### [Exercise requirements]
Pictures stay out; everything else in the records is to be copied exactly.

Input data START

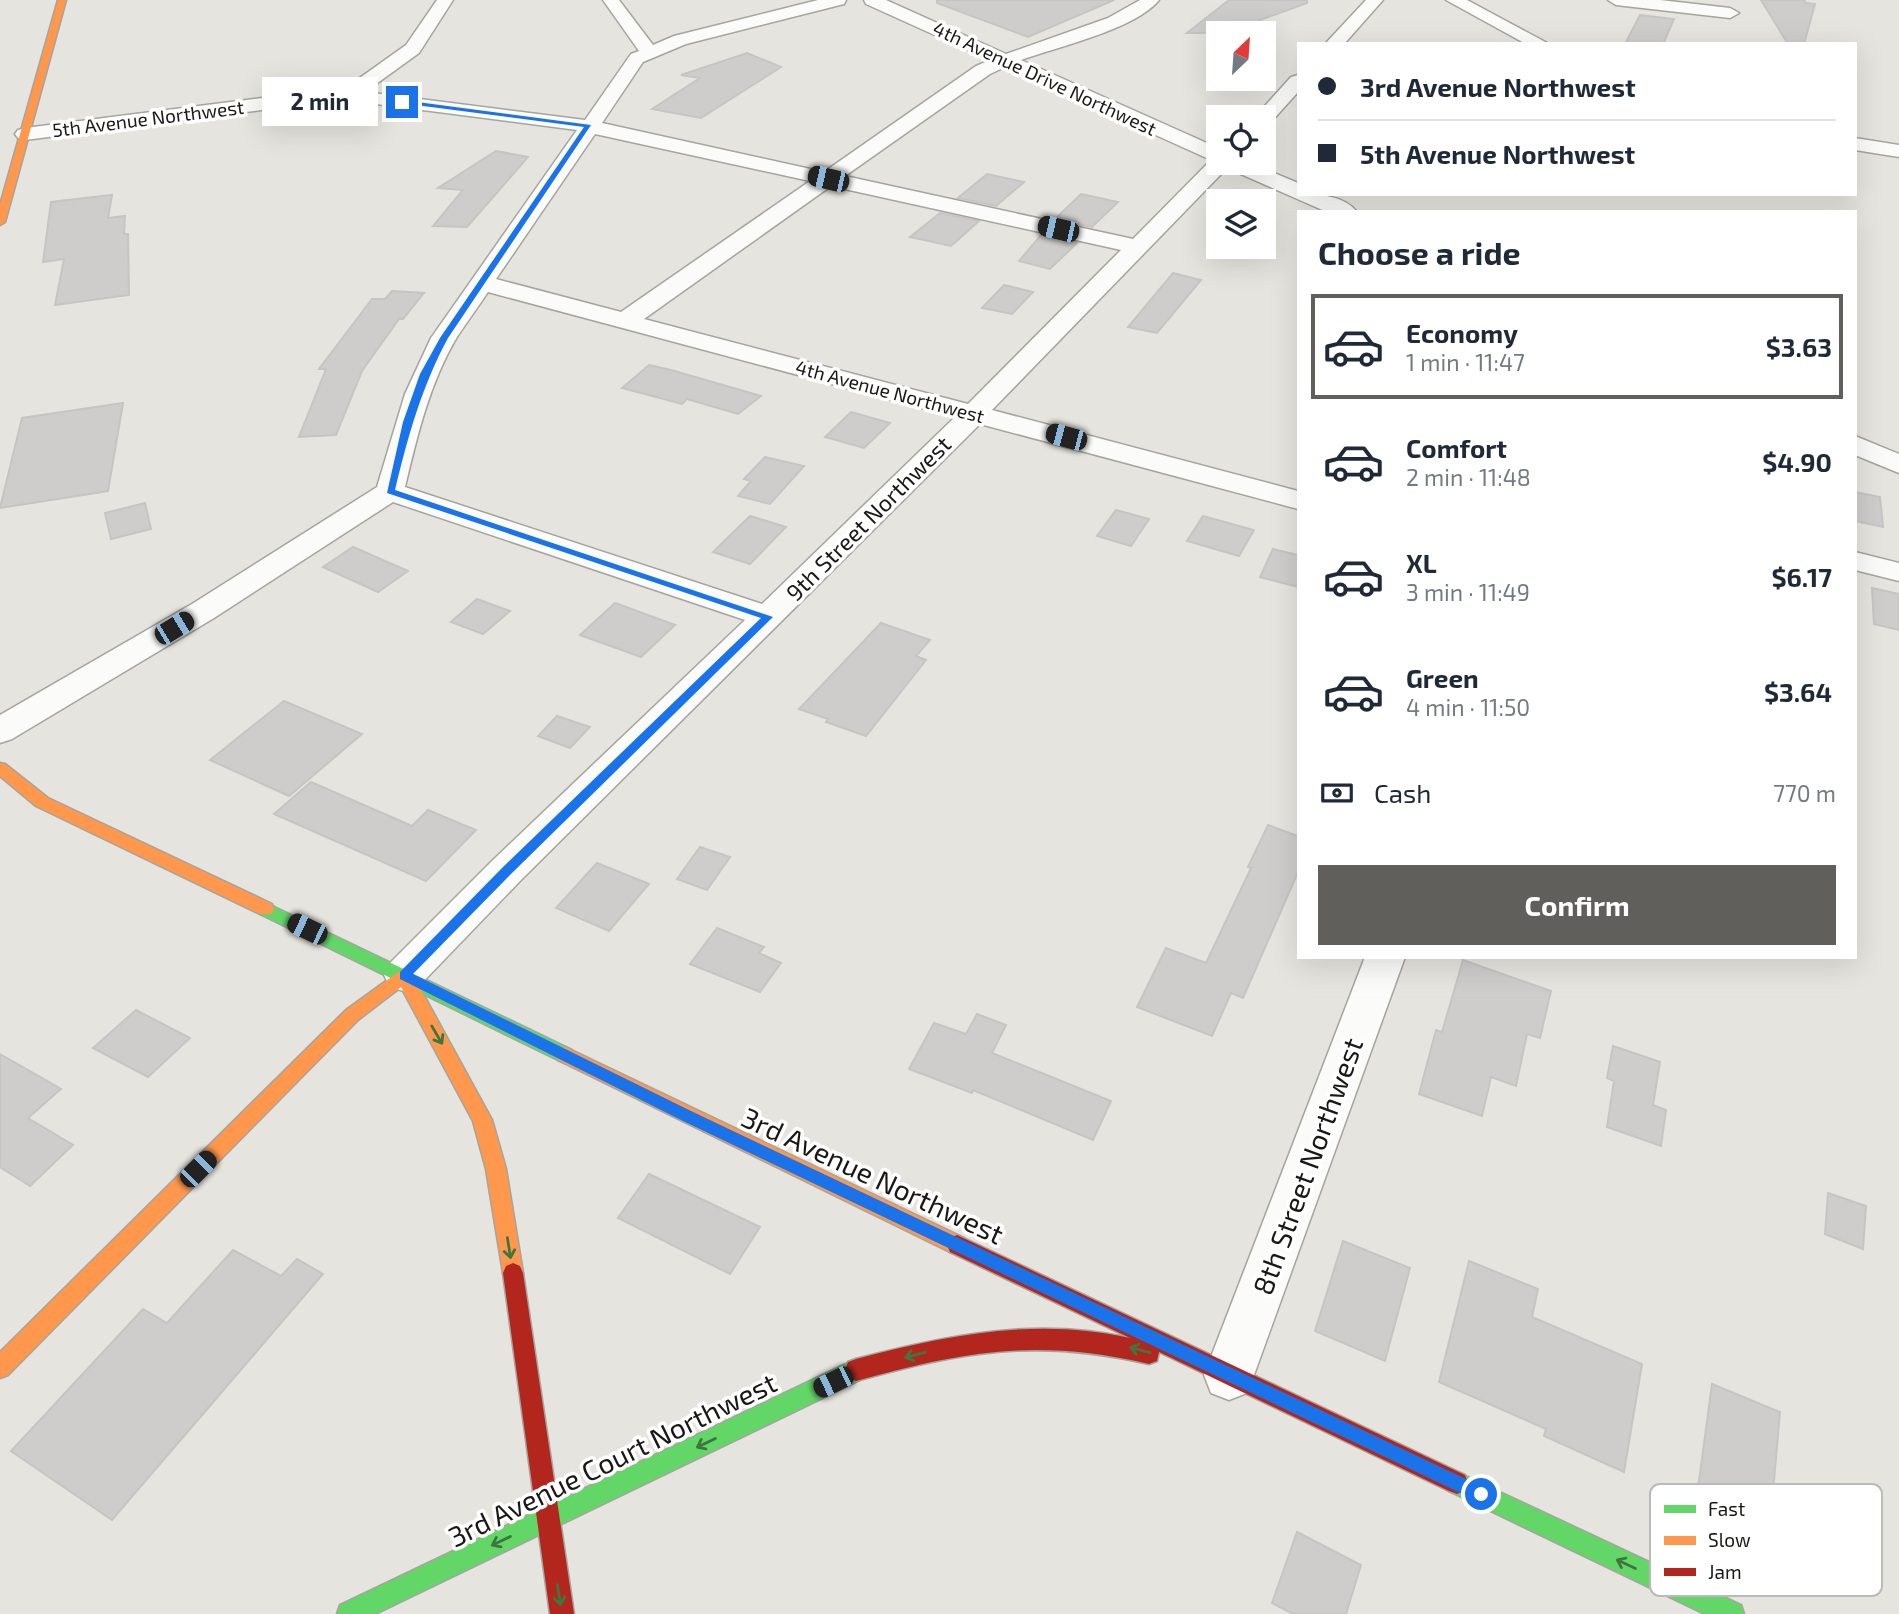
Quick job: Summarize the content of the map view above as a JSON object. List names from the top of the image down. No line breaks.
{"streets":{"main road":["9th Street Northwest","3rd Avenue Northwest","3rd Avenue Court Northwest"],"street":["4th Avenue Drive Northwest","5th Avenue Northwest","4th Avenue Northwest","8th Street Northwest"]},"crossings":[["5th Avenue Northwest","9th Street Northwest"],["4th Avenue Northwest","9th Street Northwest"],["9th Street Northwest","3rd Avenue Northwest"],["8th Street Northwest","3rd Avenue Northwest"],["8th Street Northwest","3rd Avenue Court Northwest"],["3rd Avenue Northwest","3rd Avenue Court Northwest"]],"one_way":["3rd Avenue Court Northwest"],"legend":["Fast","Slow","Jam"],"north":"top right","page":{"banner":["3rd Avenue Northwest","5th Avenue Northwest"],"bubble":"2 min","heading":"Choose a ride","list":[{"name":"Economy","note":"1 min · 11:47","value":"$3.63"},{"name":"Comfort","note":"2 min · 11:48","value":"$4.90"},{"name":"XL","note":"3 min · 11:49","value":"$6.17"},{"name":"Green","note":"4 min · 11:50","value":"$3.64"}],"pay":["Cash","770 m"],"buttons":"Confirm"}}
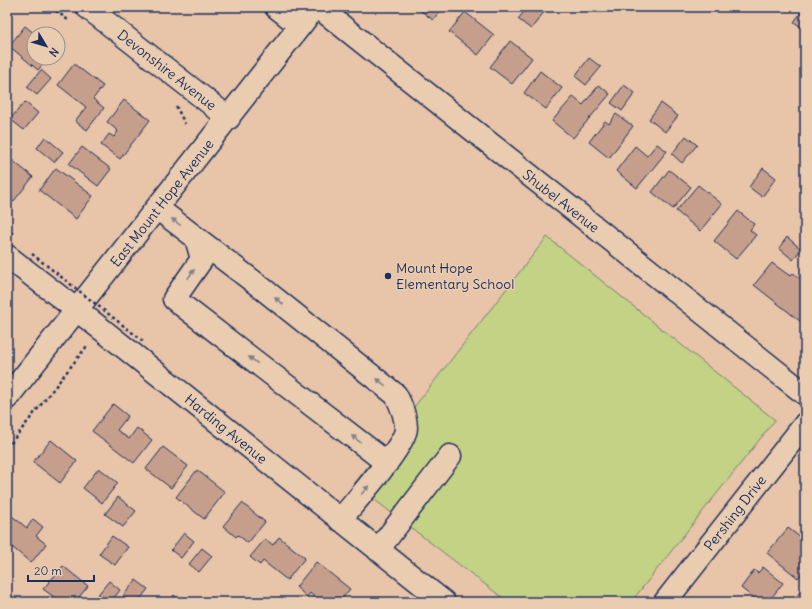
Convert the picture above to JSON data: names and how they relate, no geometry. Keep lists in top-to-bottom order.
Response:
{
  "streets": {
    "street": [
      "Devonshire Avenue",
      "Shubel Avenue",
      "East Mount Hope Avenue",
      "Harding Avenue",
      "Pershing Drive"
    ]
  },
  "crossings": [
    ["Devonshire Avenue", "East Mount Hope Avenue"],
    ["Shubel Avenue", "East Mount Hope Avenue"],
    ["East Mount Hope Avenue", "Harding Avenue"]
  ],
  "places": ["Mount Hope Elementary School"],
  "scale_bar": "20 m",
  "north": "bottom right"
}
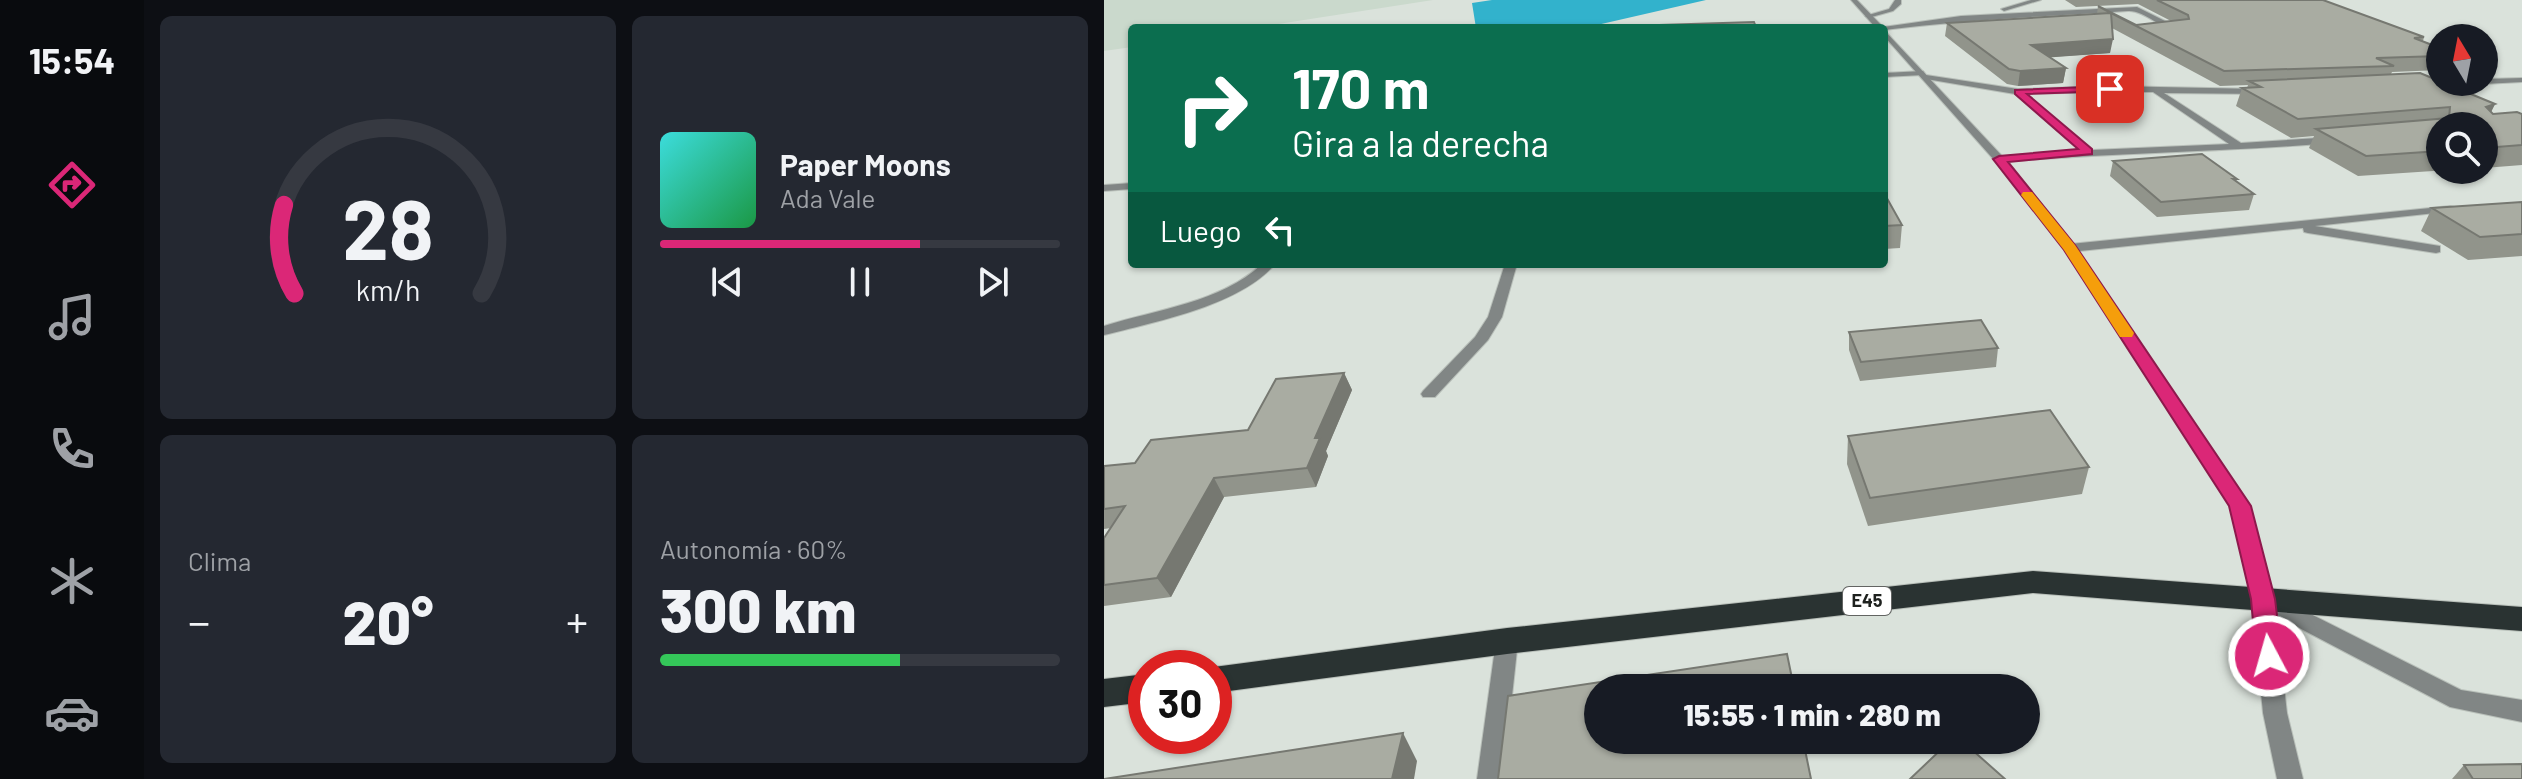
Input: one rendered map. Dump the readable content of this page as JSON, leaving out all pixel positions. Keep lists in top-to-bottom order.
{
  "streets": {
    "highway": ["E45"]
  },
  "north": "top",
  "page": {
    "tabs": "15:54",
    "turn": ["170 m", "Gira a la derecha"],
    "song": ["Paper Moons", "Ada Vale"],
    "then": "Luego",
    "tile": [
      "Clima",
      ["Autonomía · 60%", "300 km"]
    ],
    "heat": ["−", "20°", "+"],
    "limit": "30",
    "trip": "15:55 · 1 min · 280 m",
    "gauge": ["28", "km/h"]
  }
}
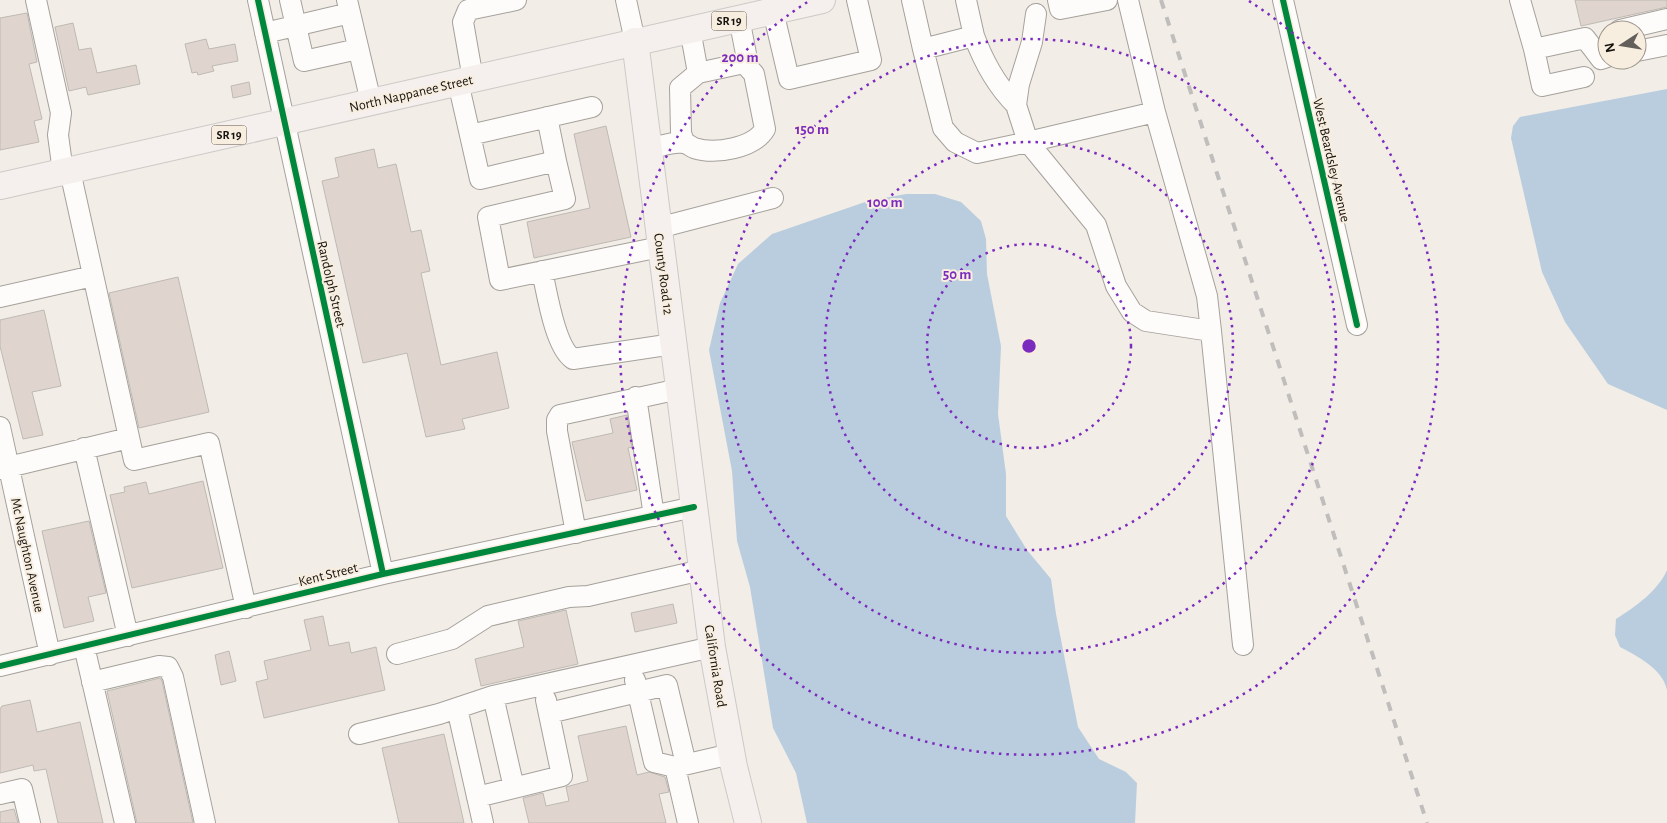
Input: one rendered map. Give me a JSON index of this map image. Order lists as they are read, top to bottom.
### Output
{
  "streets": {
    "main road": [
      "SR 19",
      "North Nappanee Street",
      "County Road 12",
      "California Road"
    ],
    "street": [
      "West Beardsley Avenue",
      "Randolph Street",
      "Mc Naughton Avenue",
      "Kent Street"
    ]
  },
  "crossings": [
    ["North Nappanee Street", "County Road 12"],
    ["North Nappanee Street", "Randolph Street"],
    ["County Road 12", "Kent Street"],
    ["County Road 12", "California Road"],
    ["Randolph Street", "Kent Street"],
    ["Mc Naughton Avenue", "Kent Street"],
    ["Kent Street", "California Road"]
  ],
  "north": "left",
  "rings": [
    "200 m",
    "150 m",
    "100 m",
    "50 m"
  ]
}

Input data END

### [Your response]
Quick job: Summarize the content of the map view above as a JSON object. List names from the top of the image down. No line breaks.
{"streets":{"main road":["9th Street Northwest","3rd Avenue Northwest","3rd Avenue Court Northwest"],"street":["4th Avenue Drive Northwest","5th Avenue Northwest","4th Avenue Northwest","8th Street Northwest"]},"crossings":[["5th Avenue Northwest","9th Street Northwest"],["4th Avenue Northwest","9th Street Northwest"],["9th Street Northwest","3rd Avenue Northwest"],["8th Street Northwest","3rd Avenue Northwest"],["8th Street Northwest","3rd Avenue Court Northwest"],["3rd Avenue Northwest","3rd Avenue Court Northwest"]],"one_way":["3rd Avenue Court Northwest"],"legend":["Fast","Slow","Jam"],"north":"top right","page":{"banner":["3rd Avenue Northwest","5th Avenue Northwest"],"bubble":"2 min","heading":"Choose a ride","list":[{"name":"Economy","note":"1 min · 11:47","value":"$3.63"},{"name":"Comfort","note":"2 min · 11:48","value":"$4.90"},{"name":"XL","note":"3 min · 11:49","value":"$6.17"},{"name":"Green","note":"4 min · 11:50","value":"$3.64"}],"pay":["Cash","770 m"],"buttons":"Confirm"}}
Convert the picture above to JSON data: names and how they relate, no geometry. Keep lists in top-to-bottom order.
Response:
{
  "streets": {
    "street": [
      "Devonshire Avenue",
      "Shubel Avenue",
      "East Mount Hope Avenue",
      "Harding Avenue",
      "Pershing Drive"
    ]
  },
  "crossings": [
    ["Devonshire Avenue", "East Mount Hope Avenue"],
    ["Shubel Avenue", "East Mount Hope Avenue"],
    ["East Mount Hope Avenue", "Harding Avenue"]
  ],
  "places": ["Mount Hope Elementary School"],
  "scale_bar": "20 m",
  "north": "bottom right"
}
Input: one rendered map. Dump the readable content of this page as JSON, leaving out all pixel positions. Keep lists in top-to-bottom order.
{
  "streets": {
    "highway": ["E45"]
  },
  "north": "top",
  "page": {
    "tabs": "15:54",
    "turn": ["170 m", "Gira a la derecha"],
    "song": ["Paper Moons", "Ada Vale"],
    "then": "Luego",
    "tile": [
      "Clima",
      ["Autonomía · 60%", "300 km"]
    ],
    "heat": ["−", "20°", "+"],
    "limit": "30",
    "trip": "15:55 · 1 min · 280 m",
    "gauge": ["28", "km/h"]
  }
}
Input: one rendered map. Give me a JSON index of this map image. Order lists as they are read, top to bottom.
### Output
{
  "streets": {
    "main road": [
      "SR 19",
      "North Nappanee Street",
      "County Road 12",
      "California Road"
    ],
    "street": [
      "West Beardsley Avenue",
      "Randolph Street",
      "Mc Naughton Avenue",
      "Kent Street"
    ]
  },
  "crossings": [
    ["North Nappanee Street", "County Road 12"],
    ["North Nappanee Street", "Randolph Street"],
    ["County Road 12", "Kent Street"],
    ["County Road 12", "California Road"],
    ["Randolph Street", "Kent Street"],
    ["Mc Naughton Avenue", "Kent Street"],
    ["Kent Street", "California Road"]
  ],
  "north": "left",
  "rings": [
    "200 m",
    "150 m",
    "100 m",
    "50 m"
  ]
}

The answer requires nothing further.